Why Rust for Normalization?
| Metric | Python | Rust |
|---|---|---|
| Events/second | ~5K | 100K+ |
| Memory per event | ~2KB (GC overhead) | ~200 bytes (stack) |
| Latency p99 | ~5ms | <1ms |
| Safety | Runtime errors | Compile-time guarantees |
For a SOC processing events from thousands of devices, Python's GIL and garbage collector become bottlenecks. Rust's zero-cost abstractions provide the throughput needed.
Architecture
Data Structures
RawEvent (Input)
#[derive(Deserialize)]
pub struct RawEvent {
pub source: String, // Origin system (e.g., "suricata")
pub format: String, // "json" | "cef" | "leef" | "syslog" | "mqtt"

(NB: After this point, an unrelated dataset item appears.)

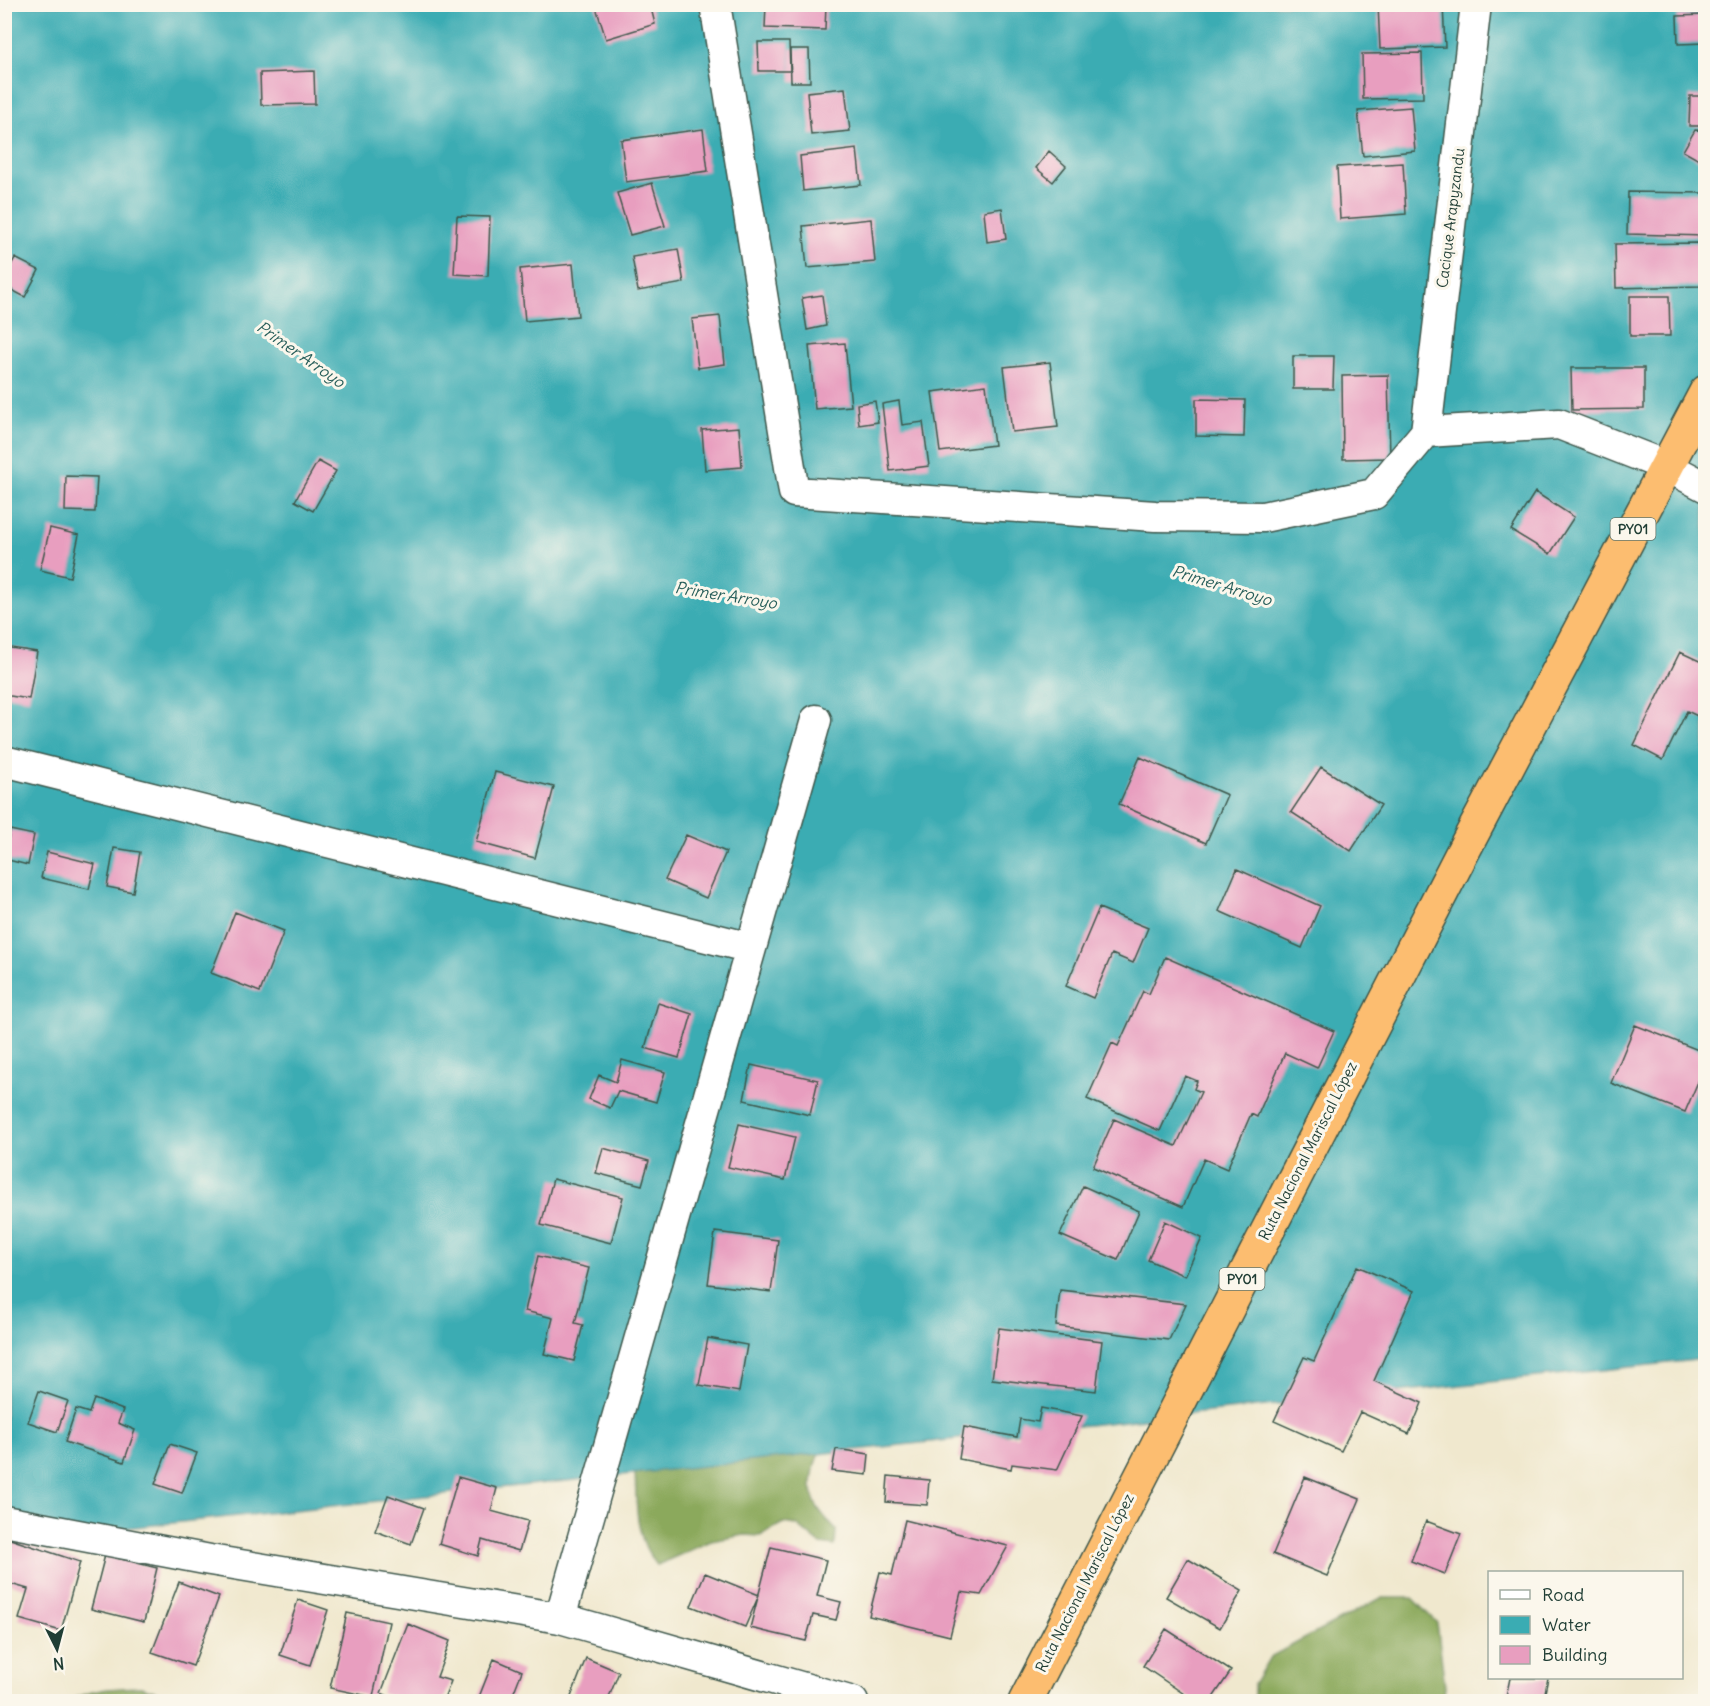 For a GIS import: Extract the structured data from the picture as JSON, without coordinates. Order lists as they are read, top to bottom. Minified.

pub payload: String, // Raw event string
pub source_ip: Option<String>,
pub timestamp_ms: Option<i64>,
}
NormalizedEvent (Output)
#[derive(Serialize, Clone)]
pub struct NormalizedEvent {
pub id: String, // UUID v4
pub source: String,
pub severity: String, // critical | high | medium | low | info
pub category: String, // cps | network | endpoint | identity | cloud
pub title: String,
pub description: String,
pub fields: HashMap<String, String>, // Arbitrary key-value pairs
pub iocs: Vec<String>, // Extracted indicators
pub mitre_techniques: Vec<String>, // MITRE ATT&CK IDs
pub timestamp_ms: i64, // Unix timestamp in milliseconds
pub device_id: Option<String>, // CPS device ID if applicable
}
Format Parsers
JSON Parser
Handles structured JSON payloads from SIEM integrations:
fn normalize_json(raw: &RawEvent, ts: i64) -> NormalizedEvent {
let parsed: Value = serde_json::from_str(&raw.payload)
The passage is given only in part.